中華の羊肉料理の代表格「羊肉串」と神田味坊について

見るだけで腹が減る魅惑の羊肉串

こんにちは。羊齧協会という名前の団体で、羊肉の普及を行っている菊池と申します。その協会をやりつつ、四川フェス https://meiweisichuan.jp/sisen-fes2020の実行副委員長をやったり、台湾の交流団体の副会長をやったりと、中華圏とのかかわりが深く、北京に20世紀末から4年住んでいたこともあり、今回より羊肉と中華料理の切り口で、いろいろと書いていきます。最初の回は、個人的に中華と羊では切っても切れない関係の「羊肉串」についてです。

世界一羊を食う国、それが「中華人民共和国」

羊肉というと「ジンギスカン」「フレンチ」「インド料理」などが思いつく人はいるでしょうが、「中華料理」を思い出す人は少ないのではないでしょうか? しかし、中華と羊肉は切っても切れない深いかかわりがあるのです。美(羊+大)、養(羊+食)、鮮(魚+羊)など漢字の中に「羊」が入るものも多く、「羊頭狗肉」の故事成語などいろいろありますが、今回は歴史系の話は長くなるので大幅カットで、統計の話から始めていきます。

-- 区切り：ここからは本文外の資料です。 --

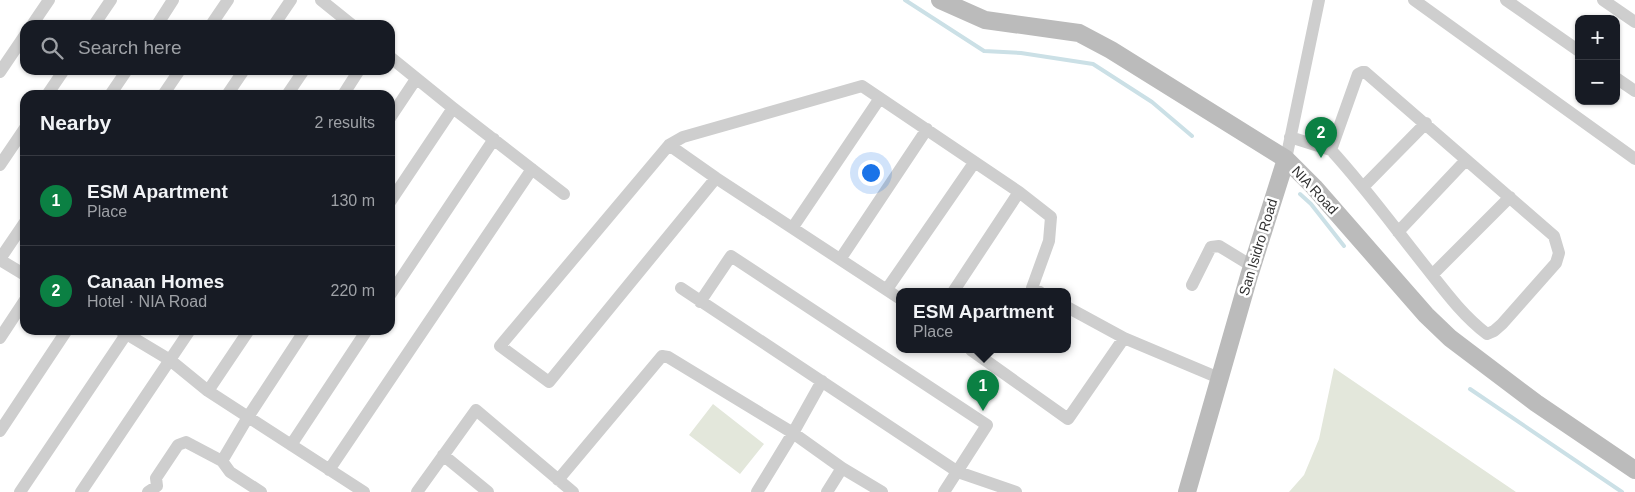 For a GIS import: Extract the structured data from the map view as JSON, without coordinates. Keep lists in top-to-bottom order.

中国は「羊の生産量世界一、輸入量も世界一」と、2億頭近い羊を飼っていながら、さらに世界中から羊を買いまくっているほどの羊大好き国家で、総量でいうと世界でいちばん羊肉を食べている国です。

また、国内に多くの少数民族を抱える多民族国家でもあることから、羊肉の料理方法もさまざまで、羊の背骨鍋「羊蠍子(ヤンシェズ)」、西安名物で、焼いたナンのようなものをちぎりいれる「羊肉泡饃(ヤンロウパオモー)」、羊の内臓などが全部入っている「羊雑湯(ヤンザータン)」など、枚挙にいとまがありません。

しかし日本でいうのなら、中華料理で羊と言うと、まず皆さんが思い出すのが、

「羊肉串(ヤンロウツァン)」じゃないでしょうか??

少なくとも、私の周りですと、断トツでそうなるのです。

中国居住組の羊のイメージの代表格、羊肉串

中国駐在組、留学組の中では、「中華の羊=羊肉串」であることは間違いありません。特に、若いころ中国に住んでいた者にとって、羊肉串は懐かしの中国ジャンクフードのひとつなのです。竹串や、鉄串の代わりに自転車のスポークをペンチで切り、その先を研いだ鉄串!に刺さった羊の肉は、鮮度から味まで千差万別。

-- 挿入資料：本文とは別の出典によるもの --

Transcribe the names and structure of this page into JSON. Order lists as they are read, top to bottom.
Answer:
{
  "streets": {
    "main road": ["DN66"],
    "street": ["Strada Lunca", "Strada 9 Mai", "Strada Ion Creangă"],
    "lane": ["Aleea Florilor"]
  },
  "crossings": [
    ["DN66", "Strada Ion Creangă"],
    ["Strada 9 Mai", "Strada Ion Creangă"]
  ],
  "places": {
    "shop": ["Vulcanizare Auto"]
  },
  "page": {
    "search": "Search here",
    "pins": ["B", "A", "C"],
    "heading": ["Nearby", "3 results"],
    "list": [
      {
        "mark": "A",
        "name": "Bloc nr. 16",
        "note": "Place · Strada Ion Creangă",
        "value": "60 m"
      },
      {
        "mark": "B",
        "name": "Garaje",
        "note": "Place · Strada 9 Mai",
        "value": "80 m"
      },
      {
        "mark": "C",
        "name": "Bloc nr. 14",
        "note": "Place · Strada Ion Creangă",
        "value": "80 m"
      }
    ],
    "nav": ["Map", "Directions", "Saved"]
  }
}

瀋陽のイスラム街の屋台。2017年頃だが20世紀の香りがまだまだする

路上の暗闇で売っていた「これ本当に羊?」と言われていた粗雑なものから、高級ムスリムレストランで食べた高級羊肉串まで、私が北京に住んでいたとき、好きで好きでたまらず、毎日見つけるたびに買って食べていました。10代後半から4年間なのでおそらく、私の体の一部は、確実に北京の路上で売っていた羊肉でできています。多分。

あの頃は、1本8角(中国の貨幣単位は1元=10角(毛)=100分)、当時の価格で10円ぐらい。それと、1本2.5元のぬるい燕京ビールでかなり幸せだった北京の路地裏の青春でした。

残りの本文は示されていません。